American actor William Smith passed away at the age of 88 years old on July 9, 2021. The Hollywood screen icon had over 270 credits to his name in film and television (via IMDb), including his legendary role as boxer Jack Wilson in “Any Which Way You Can,” opposite Clint Eastwood, as well as “Conan the Barbarian” with Arnold Schwarzenegger. He also starred in the likes of “Rich Man, Poor Man”, “Laredo,” and “Hawaii Five-O” (via the Hollywood Reporter), with his last role being Hofbrau Bar Fly in the 2020 film “Irresistible,” starring Steve Carell and Rose Byrne.
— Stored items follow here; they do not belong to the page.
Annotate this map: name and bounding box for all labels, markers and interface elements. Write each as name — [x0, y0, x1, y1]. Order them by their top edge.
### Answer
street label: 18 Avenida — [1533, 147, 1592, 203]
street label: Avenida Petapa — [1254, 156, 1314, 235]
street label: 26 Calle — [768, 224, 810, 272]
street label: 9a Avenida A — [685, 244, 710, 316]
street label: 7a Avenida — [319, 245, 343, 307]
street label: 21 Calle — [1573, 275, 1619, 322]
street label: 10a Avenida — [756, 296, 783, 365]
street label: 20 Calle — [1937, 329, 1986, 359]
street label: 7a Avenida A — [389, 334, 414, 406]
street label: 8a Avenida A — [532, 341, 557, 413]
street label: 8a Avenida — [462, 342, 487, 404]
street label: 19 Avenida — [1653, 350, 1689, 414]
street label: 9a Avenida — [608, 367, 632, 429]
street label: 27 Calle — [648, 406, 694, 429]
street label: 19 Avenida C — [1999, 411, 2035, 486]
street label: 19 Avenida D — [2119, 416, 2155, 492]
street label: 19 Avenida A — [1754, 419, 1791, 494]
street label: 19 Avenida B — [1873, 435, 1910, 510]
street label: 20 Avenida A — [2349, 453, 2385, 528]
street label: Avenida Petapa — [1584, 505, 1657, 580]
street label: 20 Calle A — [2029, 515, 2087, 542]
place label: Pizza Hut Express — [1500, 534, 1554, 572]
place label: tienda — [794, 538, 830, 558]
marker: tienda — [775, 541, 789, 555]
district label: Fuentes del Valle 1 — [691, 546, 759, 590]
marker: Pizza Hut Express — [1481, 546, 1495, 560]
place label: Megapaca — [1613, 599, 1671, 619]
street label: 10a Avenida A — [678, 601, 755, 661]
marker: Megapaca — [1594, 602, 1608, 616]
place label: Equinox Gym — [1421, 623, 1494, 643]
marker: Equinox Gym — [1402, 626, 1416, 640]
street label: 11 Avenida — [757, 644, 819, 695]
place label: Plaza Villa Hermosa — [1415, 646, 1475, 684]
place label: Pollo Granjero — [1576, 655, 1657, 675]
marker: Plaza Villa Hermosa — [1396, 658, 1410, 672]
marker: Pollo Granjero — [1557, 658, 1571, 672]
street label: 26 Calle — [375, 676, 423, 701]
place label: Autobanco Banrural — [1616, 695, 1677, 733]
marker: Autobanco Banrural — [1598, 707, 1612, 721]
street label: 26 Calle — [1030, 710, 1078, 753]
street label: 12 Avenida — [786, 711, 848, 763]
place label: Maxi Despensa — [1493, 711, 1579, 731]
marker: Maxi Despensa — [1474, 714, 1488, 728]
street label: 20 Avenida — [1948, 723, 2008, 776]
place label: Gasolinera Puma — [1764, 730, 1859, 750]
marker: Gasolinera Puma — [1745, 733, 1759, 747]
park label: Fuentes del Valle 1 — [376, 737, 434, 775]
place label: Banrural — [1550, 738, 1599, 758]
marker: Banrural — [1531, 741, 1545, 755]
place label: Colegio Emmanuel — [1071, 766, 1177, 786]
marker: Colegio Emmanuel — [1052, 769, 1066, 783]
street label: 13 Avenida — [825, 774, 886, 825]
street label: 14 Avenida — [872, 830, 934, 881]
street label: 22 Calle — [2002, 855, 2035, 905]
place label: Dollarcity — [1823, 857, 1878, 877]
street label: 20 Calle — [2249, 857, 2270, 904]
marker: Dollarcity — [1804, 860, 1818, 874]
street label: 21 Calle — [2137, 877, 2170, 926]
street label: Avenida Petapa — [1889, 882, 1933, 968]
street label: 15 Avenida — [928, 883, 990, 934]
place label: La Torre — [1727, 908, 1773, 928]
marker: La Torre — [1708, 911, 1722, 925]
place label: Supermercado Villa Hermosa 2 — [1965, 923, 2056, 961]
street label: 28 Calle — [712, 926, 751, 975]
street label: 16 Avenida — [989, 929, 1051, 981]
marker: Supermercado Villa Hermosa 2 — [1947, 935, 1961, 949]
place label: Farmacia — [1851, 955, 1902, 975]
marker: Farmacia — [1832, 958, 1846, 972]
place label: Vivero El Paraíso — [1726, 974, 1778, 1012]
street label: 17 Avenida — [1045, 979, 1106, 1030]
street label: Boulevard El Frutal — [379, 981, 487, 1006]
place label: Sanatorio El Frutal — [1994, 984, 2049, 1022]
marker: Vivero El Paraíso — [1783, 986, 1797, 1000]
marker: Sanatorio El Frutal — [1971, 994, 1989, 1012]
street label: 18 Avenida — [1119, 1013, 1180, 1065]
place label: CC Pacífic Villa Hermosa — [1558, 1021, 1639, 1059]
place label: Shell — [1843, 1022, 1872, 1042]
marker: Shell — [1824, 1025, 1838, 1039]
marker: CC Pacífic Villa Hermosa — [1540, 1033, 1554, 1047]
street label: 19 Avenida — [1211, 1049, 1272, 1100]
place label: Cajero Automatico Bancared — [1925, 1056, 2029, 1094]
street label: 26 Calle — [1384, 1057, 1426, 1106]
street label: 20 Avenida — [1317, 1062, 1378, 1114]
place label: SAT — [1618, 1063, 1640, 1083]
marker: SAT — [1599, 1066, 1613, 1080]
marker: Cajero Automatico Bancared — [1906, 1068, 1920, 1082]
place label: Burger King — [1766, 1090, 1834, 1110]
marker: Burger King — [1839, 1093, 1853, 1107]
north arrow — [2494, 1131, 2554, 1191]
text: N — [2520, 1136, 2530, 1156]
Outside of his career in Hollywood, Smith had forged a successful career in the U.S. Air Force and the NSA. During the Korean War in the early ’50s, Smith was “flying on secret missions over Russia and other Eastern Bloc countries” (via his official site), and could speak fluently in Russian, German, French, and Serbo-Croatian. He was also a bodybuilder, discus thrower, an arm-wrestling champion, and served as a volunteer firefighter in California.
Originally intending to work for the U.S. government in a classified position due to his clearance in the CIA and NSA, Smith changed his career trajectory when he landed an acting contract with MGM, which led to roles in George Pal’s “Atlantis, The Lost Continent” in 1961 and TV series like “Batman,” “Lassie,” “Death Valley Days,” and “The Mob Squad.”
William Smith experienced Hollywood for the first time as a child
At the time of his death, the culmination of William Smith’s earnings as an actor and his many other ventures led to a net worth of around $7 million, according to Famous People Net Worth.
Born from humble beginnings, Smith grew up on a cattle farm owned by his family in Columbia, Missouri. He could “ride almost before he could walk” (via his official site), and “his love of horses and the western lifestyle” became an integral part to his on-screen presence.
Prior to his time in the military and his eventual contract with MGM, Smith did have a substantial amount of experience in Hollywood as a youngster. After he and his family moved to Southern California, an eight-year-old Smith appeared as an uncredited child extra on “The Ghost of Frankenstein” with Bela Lugosi and Lon Chaney Jr., and he also had roles in “The Song of Bernadette,” “Going My Way,” “Meet Me in St. Louis,” and “A Tree Grows In Brooklyn” (via WFTV 9).